O adiamento da matéria ocorreu após a vereadora Maria Letícia (PV) pedir vistas ao processo; sanções variam desde censura pública até a cassação do mandato.

Redação - 06 de maio de 2022, 11:05

(Foto: Carlos Costa/CMC)
(Foto: Carlos Costa/CMC)

O Conselho de Ética da Câmara Municipal de Curitiba definiu, em reunião virtual realizada na manhã desta sexta-feira (6) que a análise e votação do processo contra o vereador Renato Freitas (PT) será realizada na próxima terça-feira (10). O adiamento da matéria ocorreu após a vereadora Maria Letícia (PV) pedir vistas ao processo.

Renato Freitas foi denunciado na Câmara após participar de um protesto contra o racismo no início de fevereiro, que invadiu e interrompeu uma missa na Igreja de Nossa Senhora do Rosário dos Pretos, no Centro de Curitiba.

O parlamentar é acusado de quebra de decoro. Conforme o Conselho de Ética, as sanções variam desde censura pública até a cassação por completo do mandato.

Ainda na reunião ocorrida hoje, ficou acordada a devolutiva pela vereadora Maria Letícia para segunda-feira (9). Dessa forma, a reunião que pode cassar o mandato do vereador Renato Freitas ficou marcada para às 14h do dia seguinte (10).
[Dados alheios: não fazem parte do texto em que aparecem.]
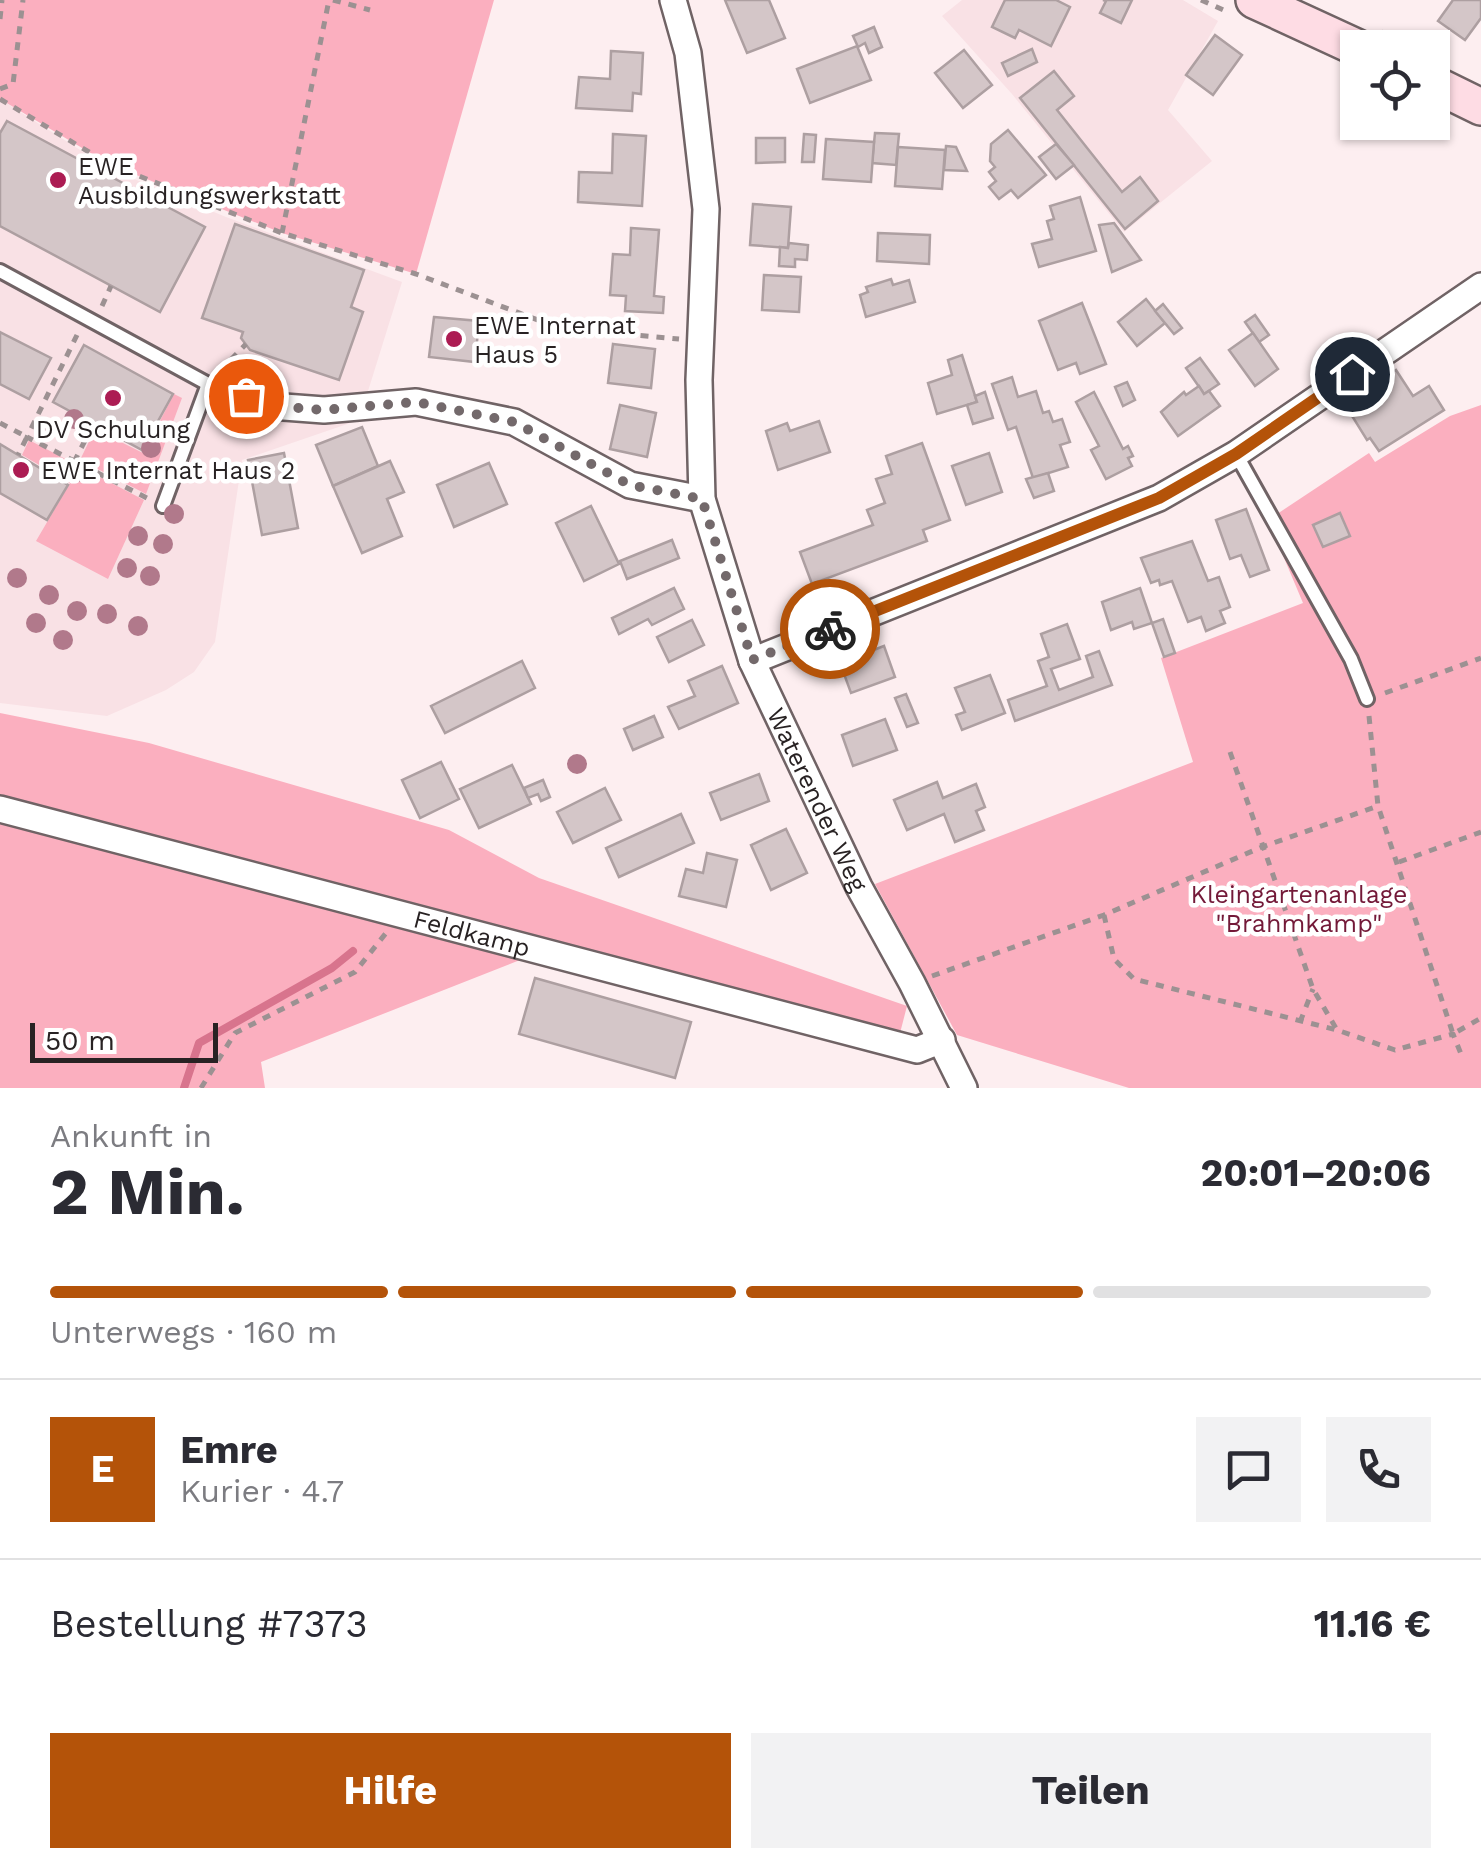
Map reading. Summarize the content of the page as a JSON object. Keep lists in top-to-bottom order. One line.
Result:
{"streets":{"street":["Waterender Weg","Feldkamp"]},"crossings":[["Waterender Weg","Feldkamp"]],"parks":["Kleingartenanlage \"Brahmkamp\""],"places":["EWE Ausbildungswerkstatt","EWE Internat Haus 5","DV Schulung","EWE Internat Haus 2"],"scale_bar":"50 m","page":{"scale":"50 m","heading":["2 Min.","Ankunft in","20:01–20:06"],"panel":["Emre","Kurier · 4.7","Bestellung #7373","11.16 €"],"bar":"Unterwegs · 160 m","round":"E","buttons":["Hilfe","Teilen"]}}
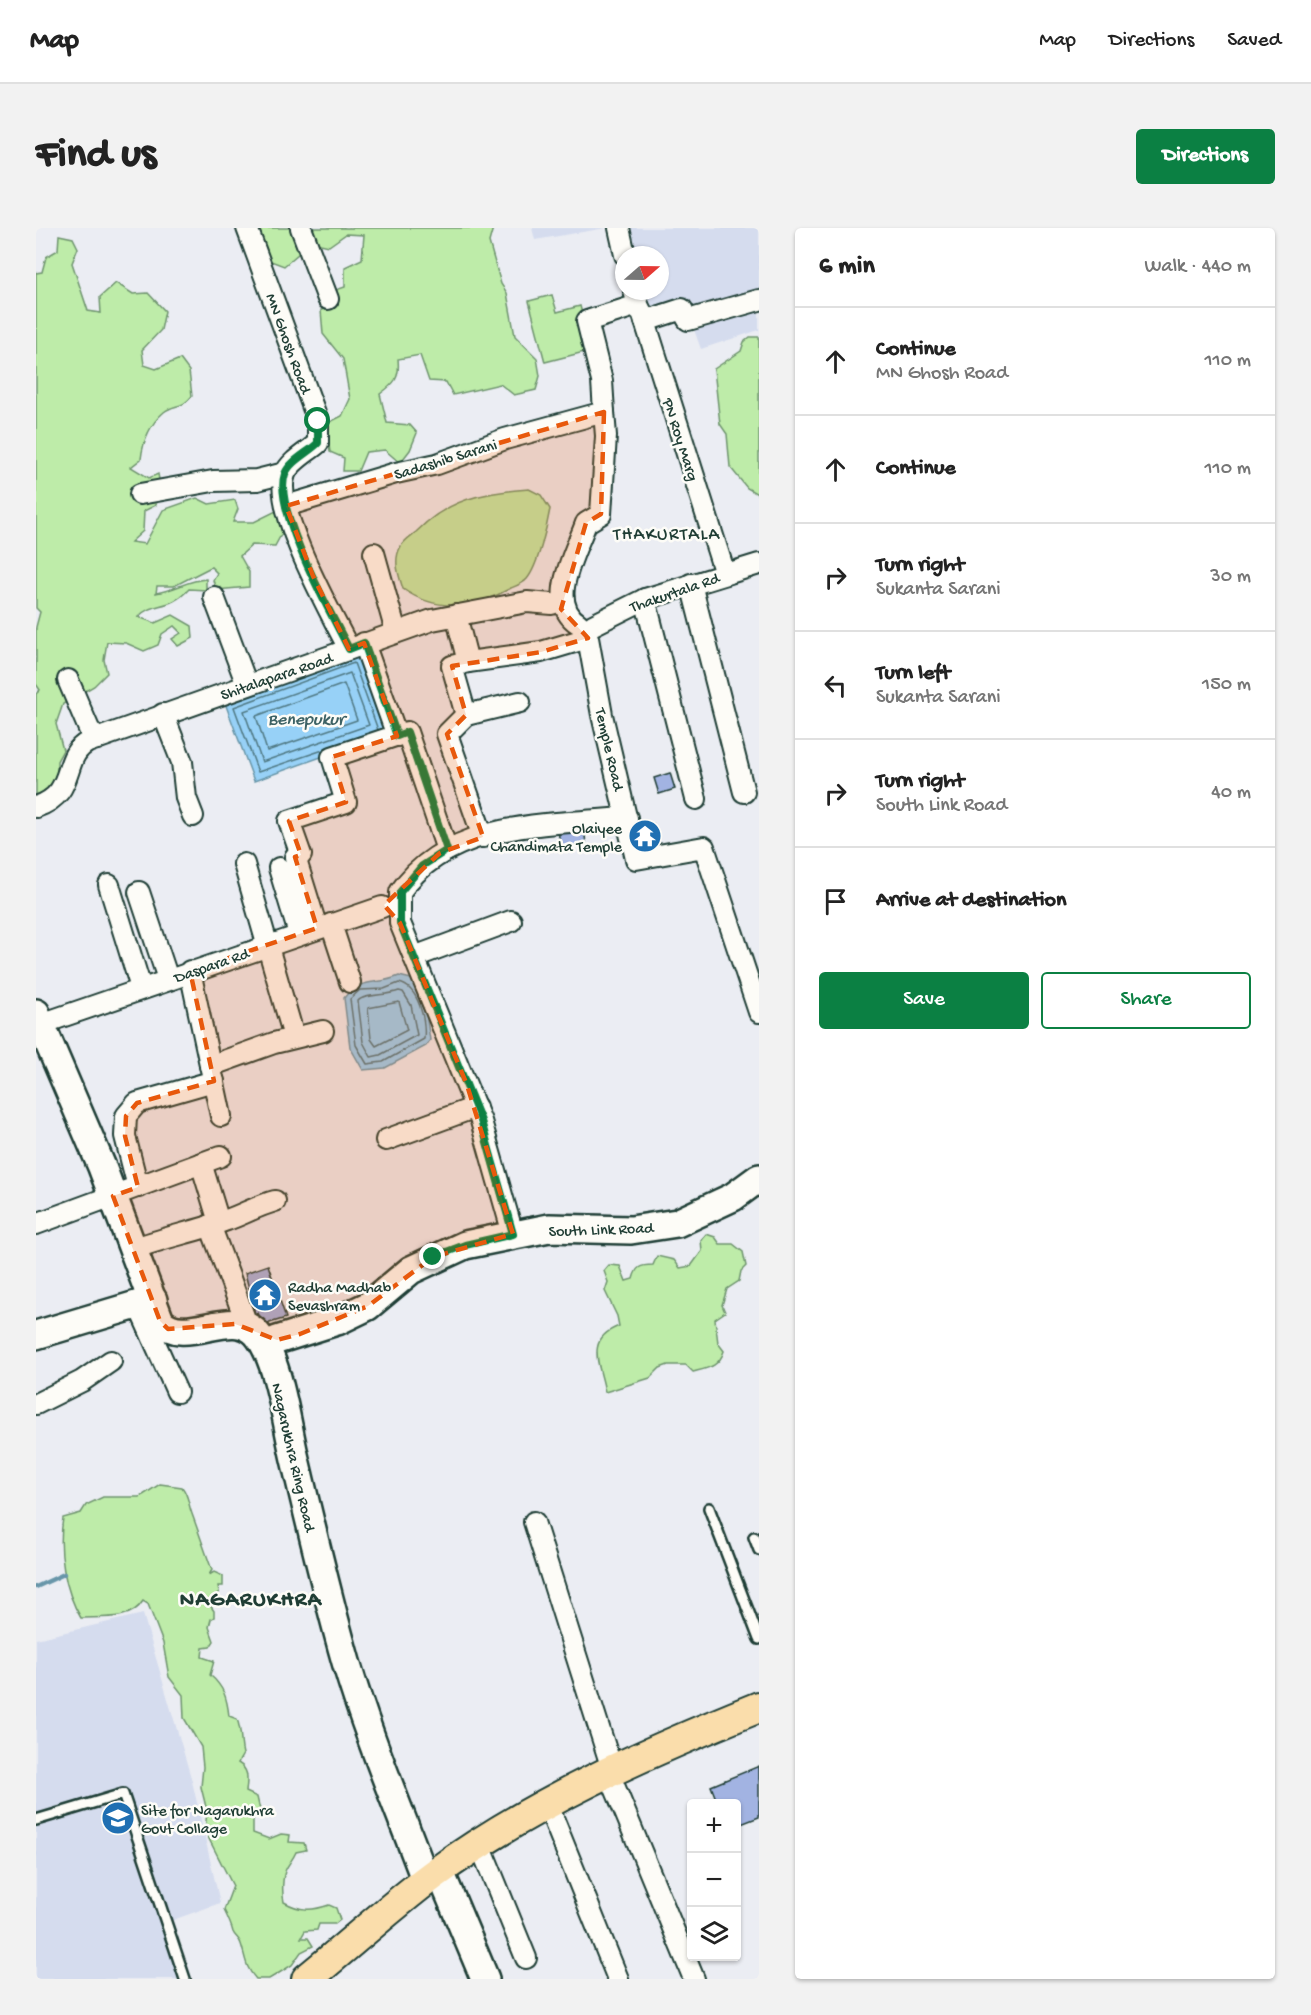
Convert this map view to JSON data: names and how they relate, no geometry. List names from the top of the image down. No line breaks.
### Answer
{"streets":{"main road":["South Link Road","Nagarukhra Ring Road"],"street":["MN Ghosh Road","PN Roy Marg","Sadashib Sarani","Thakurtala Rd","Shitalapara Road","Temple Road","Daspara Rd"]},"crossings":[["PN Roy Marg","Thakurtala Rd"],["Thakurtala Rd","Shitalapara Road"],["Thakurtala Rd","Temple Road"],["Shitalapara Road","Temple Road"],["South Link Road","Nagarukhra Ring Road"]],"districts":["THAKURTALA","NAGARUKHRA"],"water":["Benepukur"],"places":{"temple":["Olaiyee Chandimata Temple","Radha Madhab Sevashram"],"school or university":["Site for Nagarukhra Govt Collage"]},"north":"right","page":{"header":"Map","nav":["Map","Directions","Saved"],"buttons":["Directions",["Save","Share"]],"title":"Find us","heading":["6 min","Walk · 440 m"],"list":[["Continue","MN Ghosh Road","110 m"],["Continue","110 m"],["Turn right","Sukanta Sarani","30 m"],["Turn left","Sukanta Sarani","150 m"],["Turn right","South Link Road","40 m"],"Arrive at destination"],"map_buttons":["+","−"]}}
VEREADOR RENATO FREITAS NEGA QUE HOUVE INVASÃO EM IGREJA DE CURITIBA

O protesto motivado pelo assassinato do congolês Moïse Kabagambe no Rio de Janeiro, ocorreu no dia 5 de fevereiro e foi marcado na parte de fora da Igreja de Nossa Senhora do Rosário dos Pretos, no Centro de Curitiba. Em determinado momento do ato, entretanto, os manifestantes entraram no templo.
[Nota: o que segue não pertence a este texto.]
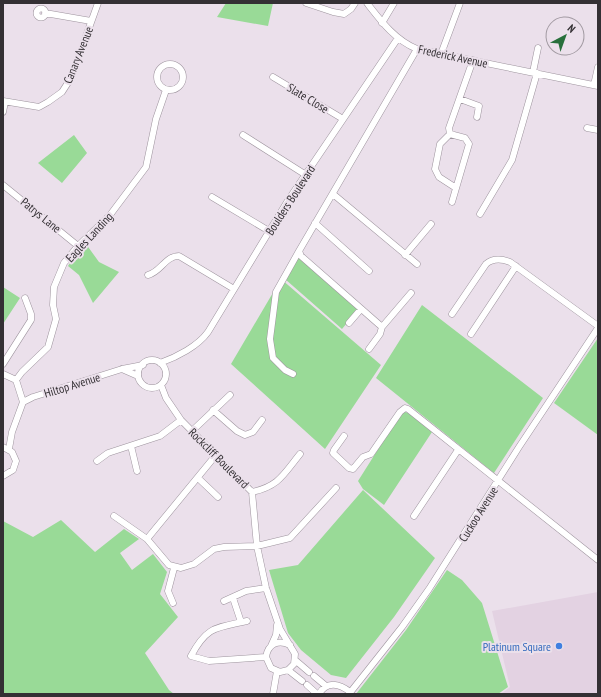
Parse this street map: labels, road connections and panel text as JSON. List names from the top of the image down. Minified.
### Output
{"streets":{"street":["Canary Avenue","Frederick Avenue","Slate Close","Boulders Boulevard","Patrys Lane","Eagles Landing","Hiltop Avenue","Rockcliff Boulevard","Cuckoo Avenue"]},"crossings":[["Frederick Avenue","Boulders Boulevard"],["Slate Close","Boulders Boulevard"],["Boulders Boulevard","Hiltop Avenue"],["Boulders Boulevard","Rockcliff Boulevard"],["Patrys Lane","Eagles Landing"],["Hiltop Avenue","Rockcliff Boulevard"]],"places":["Platinum Square"],"north":"top right"}
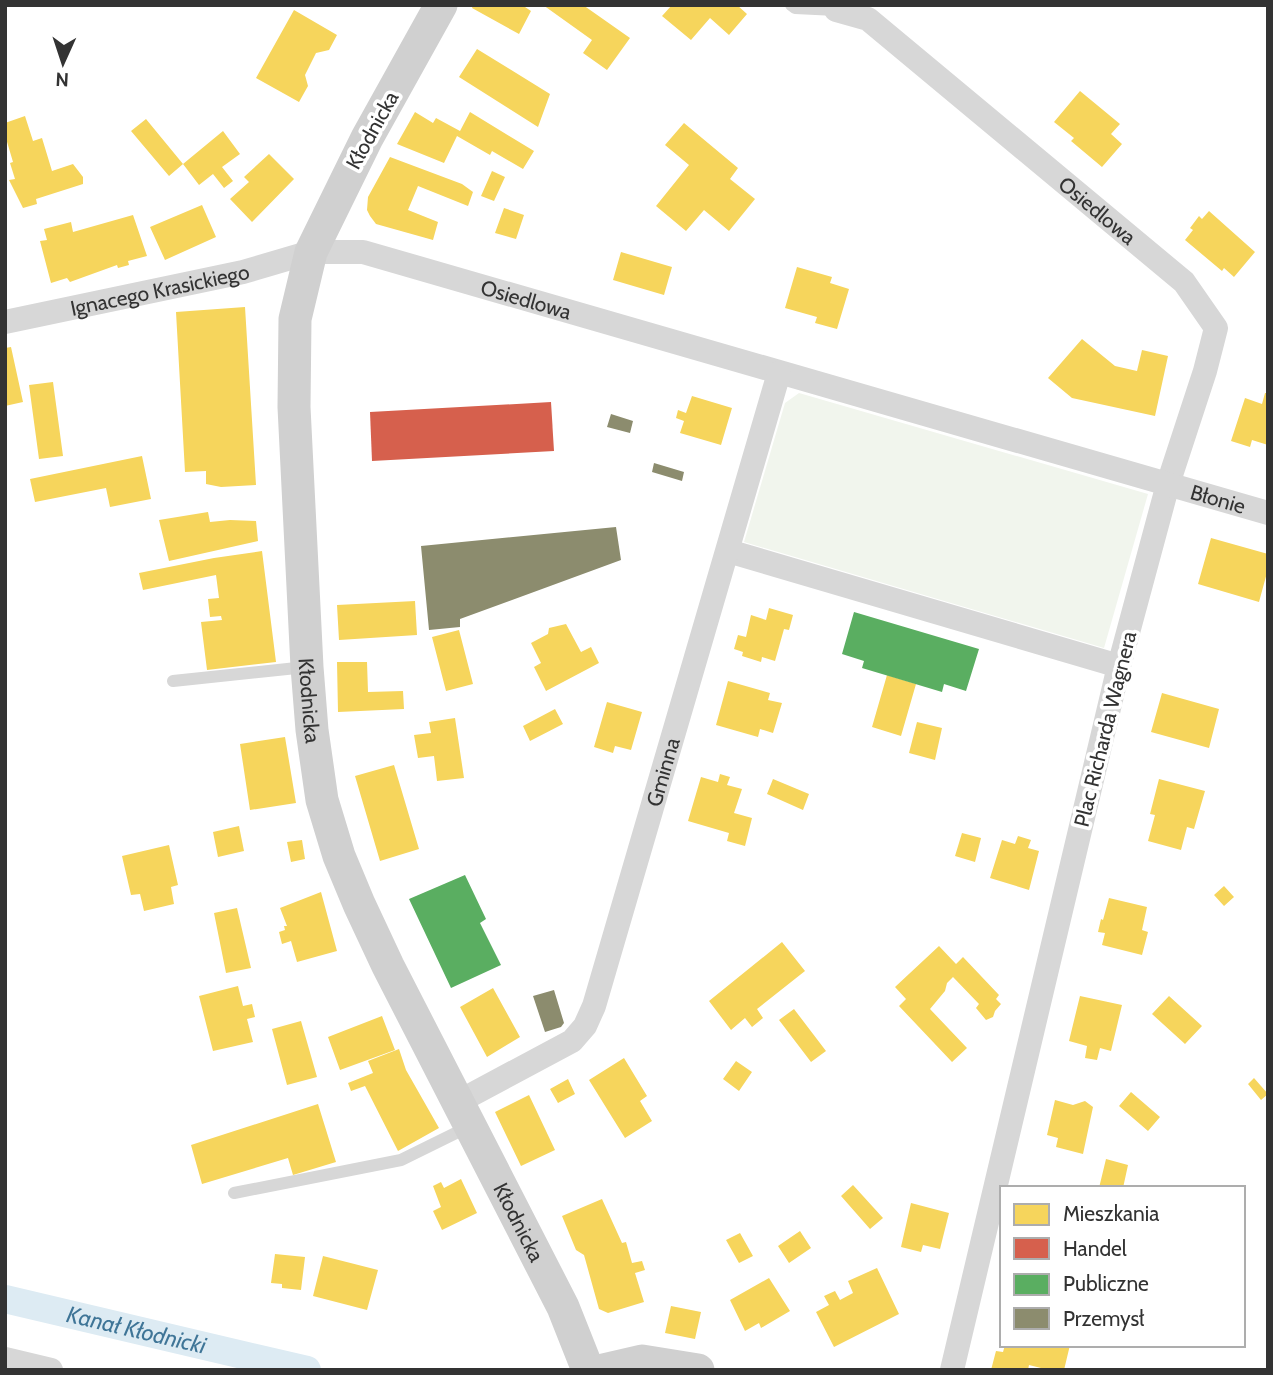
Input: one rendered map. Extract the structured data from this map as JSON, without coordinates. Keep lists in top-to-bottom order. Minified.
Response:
{"streets":{"main road":["Kłodnicka"],"street":["Osiedlowa","Ignacego Krasickiego","Błonie","Plac Richarda Wagnera","Gminna"]},"crossings":[["Kłodnicka","Osiedlowa"],["Kłodnicka","Ignacego Krasickiego"],["Kłodnicka","Gminna"],["Osiedlowa","Ignacego Krasickiego"],["Osiedlowa","Błonie"],["Osiedlowa","Plac Richarda Wagnera"],["Osiedlowa","Gminna"],["Błonie","Plac Richarda Wagnera"]],"water":["Kanał Kłodnicki"],"legend":["Mieszkania","Handel","Publiczne","Przemysł"],"north":"bottom"}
Segundo o padre Luiz Haas, uma missa estava sendo celebrada no momento da ação, que foi classificada pelos religiosos como invasão. No fim de março, a Arquidiocese de Curitiba encaminhou um ofício à Câmara pedindo pela não cassação do mandato do parlamentar. À época, a Arquidiocese disse ainda que Renato Freitas "procurou as autoridades religiosas, reconheceu o seu erro e pediu desculpas”.

Em depoimento ao Conselho de Ética da CMC, o vereador Renato Freitas negou estar à frente da manifestação. “Eu não estava o tempo todo à frente da manifestação. Fui o primeiro a falar porque conversei com aquela auxiliar do padre, que me deu o microfone em mãos por não ter visto em mim uma ameaça, ou uma tentativa de sacrilégio. Neste momento, tomei à frente, pensando na minha imagem como figura pública, para evitar qualquer conflito”, disse.

Freitas responde por quatro representações formuladas pelos vereadores Eder Borges (PSD); Pier Petruzziello (PTB); Pastor Marciano Alves e Osias Moraes, ambos do Republicanos; e a dos advogados Lincoln Machado Domingues, Matheus Miranda Guérios e Rodrigo Jacob Cavagnari. Todas as representações acusam Renato Freitas de ocupar a Igreja do Rosário e impedir o exercício da fé.